--- MATERIAL FOR THIS TASK Enclosed Below ---

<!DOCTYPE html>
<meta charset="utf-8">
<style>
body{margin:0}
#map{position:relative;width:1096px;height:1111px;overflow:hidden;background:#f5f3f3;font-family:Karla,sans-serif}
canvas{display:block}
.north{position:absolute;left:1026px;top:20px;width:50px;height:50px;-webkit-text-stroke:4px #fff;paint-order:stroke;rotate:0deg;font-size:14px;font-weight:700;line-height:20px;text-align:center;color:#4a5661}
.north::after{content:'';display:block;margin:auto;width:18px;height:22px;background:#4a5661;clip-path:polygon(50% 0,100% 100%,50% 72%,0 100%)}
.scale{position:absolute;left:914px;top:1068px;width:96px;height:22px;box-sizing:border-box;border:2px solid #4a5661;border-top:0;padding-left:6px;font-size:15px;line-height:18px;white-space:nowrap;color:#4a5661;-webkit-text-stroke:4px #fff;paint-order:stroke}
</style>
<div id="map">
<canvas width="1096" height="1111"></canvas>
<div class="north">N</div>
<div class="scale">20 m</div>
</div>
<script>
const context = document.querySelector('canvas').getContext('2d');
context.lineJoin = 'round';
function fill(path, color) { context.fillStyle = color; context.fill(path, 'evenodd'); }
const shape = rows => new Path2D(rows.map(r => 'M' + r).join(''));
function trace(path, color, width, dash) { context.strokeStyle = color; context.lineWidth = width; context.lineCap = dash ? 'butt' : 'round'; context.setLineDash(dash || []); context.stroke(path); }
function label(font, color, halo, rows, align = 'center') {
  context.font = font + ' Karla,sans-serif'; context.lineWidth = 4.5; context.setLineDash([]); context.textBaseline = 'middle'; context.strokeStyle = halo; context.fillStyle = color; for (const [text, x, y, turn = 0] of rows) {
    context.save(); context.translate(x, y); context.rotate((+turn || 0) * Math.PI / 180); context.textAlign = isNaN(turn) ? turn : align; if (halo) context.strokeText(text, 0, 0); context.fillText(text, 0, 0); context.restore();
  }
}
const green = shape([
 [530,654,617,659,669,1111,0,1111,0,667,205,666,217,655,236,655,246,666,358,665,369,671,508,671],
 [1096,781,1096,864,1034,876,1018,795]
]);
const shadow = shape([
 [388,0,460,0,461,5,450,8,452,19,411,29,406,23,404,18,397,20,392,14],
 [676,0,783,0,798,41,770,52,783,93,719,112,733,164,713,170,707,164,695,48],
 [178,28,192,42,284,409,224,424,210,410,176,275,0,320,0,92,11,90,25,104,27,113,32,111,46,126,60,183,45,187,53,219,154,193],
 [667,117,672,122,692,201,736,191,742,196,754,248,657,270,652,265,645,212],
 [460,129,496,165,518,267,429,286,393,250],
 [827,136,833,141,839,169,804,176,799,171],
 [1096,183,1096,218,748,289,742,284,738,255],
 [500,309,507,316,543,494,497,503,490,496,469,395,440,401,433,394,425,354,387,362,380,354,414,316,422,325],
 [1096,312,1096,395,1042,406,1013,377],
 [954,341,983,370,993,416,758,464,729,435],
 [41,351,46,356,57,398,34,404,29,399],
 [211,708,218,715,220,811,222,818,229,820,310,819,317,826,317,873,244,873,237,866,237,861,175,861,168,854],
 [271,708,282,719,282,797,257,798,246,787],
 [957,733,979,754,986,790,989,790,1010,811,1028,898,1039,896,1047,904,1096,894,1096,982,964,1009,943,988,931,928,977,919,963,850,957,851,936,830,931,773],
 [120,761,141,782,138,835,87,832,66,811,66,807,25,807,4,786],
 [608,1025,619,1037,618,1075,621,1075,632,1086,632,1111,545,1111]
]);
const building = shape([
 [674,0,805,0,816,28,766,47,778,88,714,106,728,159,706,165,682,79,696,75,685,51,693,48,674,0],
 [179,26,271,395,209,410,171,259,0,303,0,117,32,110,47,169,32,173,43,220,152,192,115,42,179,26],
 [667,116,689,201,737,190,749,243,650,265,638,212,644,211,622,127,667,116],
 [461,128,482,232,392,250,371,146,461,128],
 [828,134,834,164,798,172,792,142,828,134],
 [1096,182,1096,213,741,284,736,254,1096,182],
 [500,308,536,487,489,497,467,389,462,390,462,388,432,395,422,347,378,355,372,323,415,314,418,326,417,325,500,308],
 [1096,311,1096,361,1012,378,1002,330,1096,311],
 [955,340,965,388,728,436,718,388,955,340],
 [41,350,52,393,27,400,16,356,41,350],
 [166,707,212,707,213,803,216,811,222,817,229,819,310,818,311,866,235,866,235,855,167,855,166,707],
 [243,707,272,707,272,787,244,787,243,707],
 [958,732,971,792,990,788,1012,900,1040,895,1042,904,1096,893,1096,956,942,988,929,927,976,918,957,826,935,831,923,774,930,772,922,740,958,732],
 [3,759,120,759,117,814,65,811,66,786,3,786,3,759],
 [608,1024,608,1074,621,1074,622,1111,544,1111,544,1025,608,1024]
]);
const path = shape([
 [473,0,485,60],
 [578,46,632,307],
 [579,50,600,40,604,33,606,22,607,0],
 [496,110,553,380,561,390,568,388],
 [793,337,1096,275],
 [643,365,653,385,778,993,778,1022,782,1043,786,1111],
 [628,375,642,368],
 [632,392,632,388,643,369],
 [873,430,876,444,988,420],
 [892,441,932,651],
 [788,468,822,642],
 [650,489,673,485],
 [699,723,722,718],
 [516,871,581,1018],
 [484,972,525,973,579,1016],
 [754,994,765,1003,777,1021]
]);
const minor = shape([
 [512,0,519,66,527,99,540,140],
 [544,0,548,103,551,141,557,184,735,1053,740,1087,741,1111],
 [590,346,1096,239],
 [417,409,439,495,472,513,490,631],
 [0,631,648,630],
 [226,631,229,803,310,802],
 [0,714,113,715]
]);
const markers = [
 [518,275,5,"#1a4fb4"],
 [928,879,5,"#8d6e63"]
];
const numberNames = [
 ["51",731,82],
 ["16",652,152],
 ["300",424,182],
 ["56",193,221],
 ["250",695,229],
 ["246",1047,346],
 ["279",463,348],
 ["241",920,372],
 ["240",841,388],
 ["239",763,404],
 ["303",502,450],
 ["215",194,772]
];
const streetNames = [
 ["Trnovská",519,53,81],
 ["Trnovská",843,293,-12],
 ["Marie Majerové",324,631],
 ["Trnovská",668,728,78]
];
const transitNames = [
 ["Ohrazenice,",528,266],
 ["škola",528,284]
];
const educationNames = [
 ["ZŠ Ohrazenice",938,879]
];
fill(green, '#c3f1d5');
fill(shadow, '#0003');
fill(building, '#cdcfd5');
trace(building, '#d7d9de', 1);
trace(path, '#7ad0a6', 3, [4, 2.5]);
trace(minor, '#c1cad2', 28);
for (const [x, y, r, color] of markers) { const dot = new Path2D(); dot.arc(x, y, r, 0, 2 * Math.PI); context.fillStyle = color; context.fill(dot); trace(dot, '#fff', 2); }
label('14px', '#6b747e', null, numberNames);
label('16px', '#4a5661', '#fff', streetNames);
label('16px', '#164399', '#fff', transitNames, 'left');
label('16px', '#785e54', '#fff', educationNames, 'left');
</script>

--- End of Enclosed MATERIAL FOR THIS TASK ---

**TASK DESCRIPTION**
Look through the material above. Copy each line where the word "align" appears.

**TASK RESULT**
.north{position:absolute;left:1026px;top:20px;width:50px;height:50px;-webkit-text-stroke:4px #fff;paint-order:stroke;rotate:0deg;font-size:14px;font-weight:700;line-height:20px;text-align:center;color:#4a5661}
function label(font, color, halo, rows, align = 'center') {
    context.save(); context.translate(x, y); context.rotate((+turn || 0) * Math.PI / 180); context.textAlign = isNaN(turn) ? turn : align; if (halo) context.strokeText(text, 0, 0); context.fillText(text, 0, 0); context.restore();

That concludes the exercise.